[[ TASK INPUT open ]]

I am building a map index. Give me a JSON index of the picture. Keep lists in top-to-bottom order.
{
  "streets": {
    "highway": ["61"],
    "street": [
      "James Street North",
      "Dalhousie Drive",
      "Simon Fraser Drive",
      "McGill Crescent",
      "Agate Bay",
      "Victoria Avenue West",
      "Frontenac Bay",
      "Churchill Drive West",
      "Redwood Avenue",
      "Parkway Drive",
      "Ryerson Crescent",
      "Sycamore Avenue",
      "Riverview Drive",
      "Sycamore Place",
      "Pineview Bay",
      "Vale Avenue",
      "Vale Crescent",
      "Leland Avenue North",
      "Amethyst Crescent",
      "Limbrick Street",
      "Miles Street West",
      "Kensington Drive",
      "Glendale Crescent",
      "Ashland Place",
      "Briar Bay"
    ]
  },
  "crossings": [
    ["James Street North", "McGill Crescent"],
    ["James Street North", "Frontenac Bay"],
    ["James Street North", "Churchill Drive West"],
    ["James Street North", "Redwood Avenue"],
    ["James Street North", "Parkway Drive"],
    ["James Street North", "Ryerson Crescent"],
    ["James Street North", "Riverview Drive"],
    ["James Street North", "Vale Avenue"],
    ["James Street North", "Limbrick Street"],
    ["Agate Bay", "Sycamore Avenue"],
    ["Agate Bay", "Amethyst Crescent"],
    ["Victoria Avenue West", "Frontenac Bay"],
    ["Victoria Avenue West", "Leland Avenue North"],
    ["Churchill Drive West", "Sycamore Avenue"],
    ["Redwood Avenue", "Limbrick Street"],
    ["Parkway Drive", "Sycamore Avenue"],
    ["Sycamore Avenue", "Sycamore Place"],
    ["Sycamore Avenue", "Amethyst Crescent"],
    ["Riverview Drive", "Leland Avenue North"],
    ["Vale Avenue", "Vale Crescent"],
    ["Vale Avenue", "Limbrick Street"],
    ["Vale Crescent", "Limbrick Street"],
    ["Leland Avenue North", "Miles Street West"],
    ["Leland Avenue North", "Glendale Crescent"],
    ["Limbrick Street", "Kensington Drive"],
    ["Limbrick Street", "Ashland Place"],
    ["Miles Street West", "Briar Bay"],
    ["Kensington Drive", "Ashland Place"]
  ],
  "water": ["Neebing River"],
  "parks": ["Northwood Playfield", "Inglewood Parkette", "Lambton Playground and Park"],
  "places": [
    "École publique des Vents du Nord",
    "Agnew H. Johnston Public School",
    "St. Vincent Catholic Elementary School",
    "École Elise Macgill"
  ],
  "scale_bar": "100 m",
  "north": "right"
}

[[ TASK INPUT closed ]]

### WHAT YOU SHOULD DO
Show the lines of the records that include the string "Leland".

### RESULT
      "Leland Avenue North",
    ["Victoria Avenue West", "Leland Avenue North"],
    ["Riverview Drive", "Leland Avenue North"],
    ["Leland Avenue North", "Miles Street West"],
    ["Leland Avenue North", "Glendale Crescent"],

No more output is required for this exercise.